A market where all generators bid for firm power contracts would place the costs of intermittency on the generators that create it, rather than on consumers collectively, leading to a market price that is more reflective of the true costs of delivering electricity in all periods. Emergency standby capacity would still be needed, but by setting appropriate penalties for non-delivery, providers of intermittent generation will be strongly incentivised to develop flexibility contracts and invest directly in back-up technologies.
Helm argues that such a mechanism could replace FiTs and low carbon CfDs because the emerging market prices would deliver investment signals that are properly cost-reflective, allowing efficient allocation of resources. Alongside this would sit more effective carbon pricing (see below).
Helm believes that this approach would lead to lower energy costs not only because the current system is inefficient, but also because the FiT and CfD schemes are poorly structured and cost more than they should.
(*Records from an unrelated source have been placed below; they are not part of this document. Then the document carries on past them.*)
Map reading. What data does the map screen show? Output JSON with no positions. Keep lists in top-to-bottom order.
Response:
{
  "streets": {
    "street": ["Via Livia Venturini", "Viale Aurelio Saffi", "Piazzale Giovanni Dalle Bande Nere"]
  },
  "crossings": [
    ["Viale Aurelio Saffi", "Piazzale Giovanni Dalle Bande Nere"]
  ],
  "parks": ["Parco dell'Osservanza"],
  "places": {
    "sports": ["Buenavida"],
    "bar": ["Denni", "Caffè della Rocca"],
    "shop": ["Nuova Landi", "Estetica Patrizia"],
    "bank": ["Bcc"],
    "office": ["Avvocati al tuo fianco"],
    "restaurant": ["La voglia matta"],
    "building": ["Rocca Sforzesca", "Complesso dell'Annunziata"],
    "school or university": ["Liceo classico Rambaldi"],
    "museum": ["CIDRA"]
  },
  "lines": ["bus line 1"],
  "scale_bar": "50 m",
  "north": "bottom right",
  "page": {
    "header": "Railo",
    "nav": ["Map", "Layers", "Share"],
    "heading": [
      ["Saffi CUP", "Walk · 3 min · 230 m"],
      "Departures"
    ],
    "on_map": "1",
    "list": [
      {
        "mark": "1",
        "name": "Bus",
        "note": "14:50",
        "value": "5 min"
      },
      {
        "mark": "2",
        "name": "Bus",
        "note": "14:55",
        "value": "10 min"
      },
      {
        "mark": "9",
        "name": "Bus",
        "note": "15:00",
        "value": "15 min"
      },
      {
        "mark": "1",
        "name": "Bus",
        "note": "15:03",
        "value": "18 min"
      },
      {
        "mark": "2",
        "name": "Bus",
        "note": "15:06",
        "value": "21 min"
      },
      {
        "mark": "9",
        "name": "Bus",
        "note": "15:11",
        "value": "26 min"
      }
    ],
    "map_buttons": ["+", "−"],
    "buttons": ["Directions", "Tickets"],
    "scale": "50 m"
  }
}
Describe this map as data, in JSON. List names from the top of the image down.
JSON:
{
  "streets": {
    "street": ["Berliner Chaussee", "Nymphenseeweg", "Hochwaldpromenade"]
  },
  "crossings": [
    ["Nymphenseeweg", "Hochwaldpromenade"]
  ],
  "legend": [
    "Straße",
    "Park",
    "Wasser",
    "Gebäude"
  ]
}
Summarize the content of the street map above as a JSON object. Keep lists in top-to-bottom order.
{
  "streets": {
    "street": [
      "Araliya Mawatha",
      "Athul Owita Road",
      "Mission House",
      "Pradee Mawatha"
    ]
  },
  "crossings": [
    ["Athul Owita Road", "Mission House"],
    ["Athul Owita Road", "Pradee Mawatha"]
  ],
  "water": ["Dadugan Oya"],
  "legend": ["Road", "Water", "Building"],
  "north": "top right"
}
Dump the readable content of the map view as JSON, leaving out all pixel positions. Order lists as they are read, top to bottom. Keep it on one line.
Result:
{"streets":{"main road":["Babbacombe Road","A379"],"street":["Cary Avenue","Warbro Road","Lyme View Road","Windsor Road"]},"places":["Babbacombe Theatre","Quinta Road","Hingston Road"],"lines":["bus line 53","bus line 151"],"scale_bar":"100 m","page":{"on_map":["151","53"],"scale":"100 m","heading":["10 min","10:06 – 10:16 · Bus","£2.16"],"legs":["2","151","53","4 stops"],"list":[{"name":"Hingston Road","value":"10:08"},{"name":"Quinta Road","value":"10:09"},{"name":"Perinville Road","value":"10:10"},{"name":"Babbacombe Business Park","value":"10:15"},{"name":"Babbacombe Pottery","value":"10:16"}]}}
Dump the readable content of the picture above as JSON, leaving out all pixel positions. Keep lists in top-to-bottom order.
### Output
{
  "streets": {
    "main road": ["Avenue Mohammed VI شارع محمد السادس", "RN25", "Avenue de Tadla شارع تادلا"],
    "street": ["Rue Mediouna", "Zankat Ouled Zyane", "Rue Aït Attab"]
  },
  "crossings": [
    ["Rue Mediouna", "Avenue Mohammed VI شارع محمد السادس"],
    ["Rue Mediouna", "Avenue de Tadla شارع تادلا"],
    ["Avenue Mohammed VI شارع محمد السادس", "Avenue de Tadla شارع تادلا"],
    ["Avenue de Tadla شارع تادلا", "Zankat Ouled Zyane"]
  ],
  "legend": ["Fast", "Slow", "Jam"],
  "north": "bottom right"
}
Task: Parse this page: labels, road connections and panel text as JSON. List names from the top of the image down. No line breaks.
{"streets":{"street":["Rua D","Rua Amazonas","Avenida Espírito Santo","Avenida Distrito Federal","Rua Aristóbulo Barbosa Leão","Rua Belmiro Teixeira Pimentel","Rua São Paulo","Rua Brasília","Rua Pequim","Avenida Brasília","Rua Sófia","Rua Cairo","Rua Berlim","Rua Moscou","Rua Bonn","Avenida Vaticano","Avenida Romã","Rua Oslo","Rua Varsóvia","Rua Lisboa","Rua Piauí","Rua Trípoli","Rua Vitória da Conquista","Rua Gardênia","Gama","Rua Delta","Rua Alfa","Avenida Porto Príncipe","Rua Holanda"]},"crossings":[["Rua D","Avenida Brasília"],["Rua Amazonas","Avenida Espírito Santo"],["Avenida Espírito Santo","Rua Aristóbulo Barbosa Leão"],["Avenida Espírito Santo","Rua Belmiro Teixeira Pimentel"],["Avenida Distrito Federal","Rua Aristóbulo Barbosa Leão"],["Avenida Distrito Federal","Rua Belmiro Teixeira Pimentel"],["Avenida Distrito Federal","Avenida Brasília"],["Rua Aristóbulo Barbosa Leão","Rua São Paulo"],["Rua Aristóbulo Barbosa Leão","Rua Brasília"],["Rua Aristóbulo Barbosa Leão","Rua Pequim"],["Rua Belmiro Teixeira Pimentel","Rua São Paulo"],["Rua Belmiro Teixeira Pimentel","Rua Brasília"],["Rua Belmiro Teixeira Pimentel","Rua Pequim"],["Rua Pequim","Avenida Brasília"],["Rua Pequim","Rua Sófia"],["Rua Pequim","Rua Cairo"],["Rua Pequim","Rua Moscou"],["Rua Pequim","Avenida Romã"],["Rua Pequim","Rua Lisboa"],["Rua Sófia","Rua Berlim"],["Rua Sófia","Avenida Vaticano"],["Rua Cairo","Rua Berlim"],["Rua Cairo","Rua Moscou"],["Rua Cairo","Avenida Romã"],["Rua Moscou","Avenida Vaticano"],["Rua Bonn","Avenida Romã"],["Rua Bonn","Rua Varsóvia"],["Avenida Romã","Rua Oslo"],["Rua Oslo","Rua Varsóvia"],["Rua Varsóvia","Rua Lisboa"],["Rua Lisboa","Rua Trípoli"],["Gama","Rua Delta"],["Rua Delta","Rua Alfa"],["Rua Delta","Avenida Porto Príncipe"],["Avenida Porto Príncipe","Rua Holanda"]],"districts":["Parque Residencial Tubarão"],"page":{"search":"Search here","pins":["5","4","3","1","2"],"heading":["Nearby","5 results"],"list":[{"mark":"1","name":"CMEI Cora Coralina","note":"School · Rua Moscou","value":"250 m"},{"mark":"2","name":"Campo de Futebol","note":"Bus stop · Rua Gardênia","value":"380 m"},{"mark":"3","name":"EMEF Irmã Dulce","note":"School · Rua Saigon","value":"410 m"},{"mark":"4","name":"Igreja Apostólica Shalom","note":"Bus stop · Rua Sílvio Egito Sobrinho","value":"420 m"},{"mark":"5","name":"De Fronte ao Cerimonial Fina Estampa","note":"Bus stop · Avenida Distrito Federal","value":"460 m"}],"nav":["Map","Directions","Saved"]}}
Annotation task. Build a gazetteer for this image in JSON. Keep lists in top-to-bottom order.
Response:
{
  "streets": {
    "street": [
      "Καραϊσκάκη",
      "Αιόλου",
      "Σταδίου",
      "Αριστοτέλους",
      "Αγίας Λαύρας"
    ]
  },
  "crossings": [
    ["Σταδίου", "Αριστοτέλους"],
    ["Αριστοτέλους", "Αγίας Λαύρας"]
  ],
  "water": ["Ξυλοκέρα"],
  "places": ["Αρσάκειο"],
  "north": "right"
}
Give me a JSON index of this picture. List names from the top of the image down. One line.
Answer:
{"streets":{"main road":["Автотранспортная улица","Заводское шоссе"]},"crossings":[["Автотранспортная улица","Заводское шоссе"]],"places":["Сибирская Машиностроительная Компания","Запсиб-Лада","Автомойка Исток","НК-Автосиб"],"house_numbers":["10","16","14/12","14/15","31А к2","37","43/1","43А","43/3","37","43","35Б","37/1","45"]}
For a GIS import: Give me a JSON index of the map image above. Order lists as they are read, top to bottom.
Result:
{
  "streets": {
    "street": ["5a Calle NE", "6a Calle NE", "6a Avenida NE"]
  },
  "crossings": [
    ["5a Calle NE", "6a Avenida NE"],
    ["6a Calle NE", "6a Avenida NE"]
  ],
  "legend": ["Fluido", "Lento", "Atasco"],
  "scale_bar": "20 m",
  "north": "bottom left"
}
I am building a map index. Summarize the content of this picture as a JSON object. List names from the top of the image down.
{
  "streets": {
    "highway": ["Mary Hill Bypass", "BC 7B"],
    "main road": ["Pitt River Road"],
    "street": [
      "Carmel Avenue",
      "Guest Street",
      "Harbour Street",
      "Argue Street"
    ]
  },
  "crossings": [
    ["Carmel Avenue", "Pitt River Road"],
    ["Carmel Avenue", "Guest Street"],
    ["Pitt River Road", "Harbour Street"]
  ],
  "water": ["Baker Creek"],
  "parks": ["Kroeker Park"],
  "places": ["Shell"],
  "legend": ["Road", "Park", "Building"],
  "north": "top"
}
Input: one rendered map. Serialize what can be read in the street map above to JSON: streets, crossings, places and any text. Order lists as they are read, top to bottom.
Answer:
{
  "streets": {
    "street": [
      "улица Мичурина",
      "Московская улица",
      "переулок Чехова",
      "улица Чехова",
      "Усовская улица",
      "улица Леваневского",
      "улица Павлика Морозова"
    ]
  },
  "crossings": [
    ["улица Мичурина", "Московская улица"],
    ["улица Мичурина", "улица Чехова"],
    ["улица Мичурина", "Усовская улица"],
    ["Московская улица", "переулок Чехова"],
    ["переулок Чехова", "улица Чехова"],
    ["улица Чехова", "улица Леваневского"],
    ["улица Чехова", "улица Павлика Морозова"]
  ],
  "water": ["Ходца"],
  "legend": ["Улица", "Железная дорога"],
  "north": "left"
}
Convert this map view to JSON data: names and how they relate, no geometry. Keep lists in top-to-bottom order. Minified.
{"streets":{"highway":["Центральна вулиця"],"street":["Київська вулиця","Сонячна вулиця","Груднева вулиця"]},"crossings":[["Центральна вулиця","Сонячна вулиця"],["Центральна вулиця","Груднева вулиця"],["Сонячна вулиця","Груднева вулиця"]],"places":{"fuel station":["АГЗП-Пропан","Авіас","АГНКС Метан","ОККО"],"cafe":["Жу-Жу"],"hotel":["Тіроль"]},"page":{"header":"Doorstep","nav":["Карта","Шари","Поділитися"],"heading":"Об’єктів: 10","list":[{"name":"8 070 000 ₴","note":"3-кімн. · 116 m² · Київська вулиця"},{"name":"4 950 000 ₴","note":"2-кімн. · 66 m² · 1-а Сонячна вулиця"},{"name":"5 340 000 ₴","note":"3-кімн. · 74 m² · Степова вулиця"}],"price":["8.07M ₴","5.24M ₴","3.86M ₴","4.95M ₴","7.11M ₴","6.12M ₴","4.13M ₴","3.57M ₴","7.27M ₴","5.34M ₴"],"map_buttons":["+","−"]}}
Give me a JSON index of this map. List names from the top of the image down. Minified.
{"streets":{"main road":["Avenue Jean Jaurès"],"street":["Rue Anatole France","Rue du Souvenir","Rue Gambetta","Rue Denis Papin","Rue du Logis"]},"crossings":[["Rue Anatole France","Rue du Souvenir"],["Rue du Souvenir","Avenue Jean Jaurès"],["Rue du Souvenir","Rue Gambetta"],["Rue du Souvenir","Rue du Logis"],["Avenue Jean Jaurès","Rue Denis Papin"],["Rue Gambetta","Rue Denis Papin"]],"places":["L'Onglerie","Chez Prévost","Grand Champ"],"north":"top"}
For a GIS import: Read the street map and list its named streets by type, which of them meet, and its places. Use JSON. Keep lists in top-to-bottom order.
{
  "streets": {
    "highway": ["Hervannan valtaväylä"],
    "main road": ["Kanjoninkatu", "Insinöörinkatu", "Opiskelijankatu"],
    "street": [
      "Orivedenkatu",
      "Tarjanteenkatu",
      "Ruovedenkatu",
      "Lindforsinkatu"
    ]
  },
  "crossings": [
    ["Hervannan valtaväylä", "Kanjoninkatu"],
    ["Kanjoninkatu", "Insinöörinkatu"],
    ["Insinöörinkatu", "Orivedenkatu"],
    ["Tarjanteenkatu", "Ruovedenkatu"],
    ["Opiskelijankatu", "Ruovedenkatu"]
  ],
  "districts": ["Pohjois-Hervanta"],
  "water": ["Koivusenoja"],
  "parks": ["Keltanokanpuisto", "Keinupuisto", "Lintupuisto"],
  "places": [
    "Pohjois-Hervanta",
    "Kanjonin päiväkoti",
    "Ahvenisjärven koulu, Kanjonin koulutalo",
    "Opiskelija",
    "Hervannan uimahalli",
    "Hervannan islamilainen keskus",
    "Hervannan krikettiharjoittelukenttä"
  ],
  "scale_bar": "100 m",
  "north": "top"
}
The benefits of this approach would include establishing via the market the full costs of subsidies; incentivising the secondary markets in flexibility, back-up supplies, storage, and other ways to manage the intermittency as part of the broader energy-only wholesale market; cutting away the “picking winners” elements and associated lobbying and capture; and radically reducing and simplifying the multiple policy interventions and regulations.
Helm’s optimal solution is a proper cost of carbon and an auction system, which merges the capacity market and the FiTs on a common EFP capacity basis, with the wholesale market and CfDs and other contract forms addressing non-firm energy through bilateral voluntary arrangements.
“The first-best answer is to fix the market failures, and then to integrate renewables into the mainstream of the electricity markets. The carbon price should be internalised, the other externalities internalised, and the sunk and fixed costs should be securitised, once the project is completed. There are therefore two obvious and complementary ways forward to reduce the costs of energy while meeting the carbon budgets: the development of a carbon price; the creation of a single unified capacity auction on an EFP basis.”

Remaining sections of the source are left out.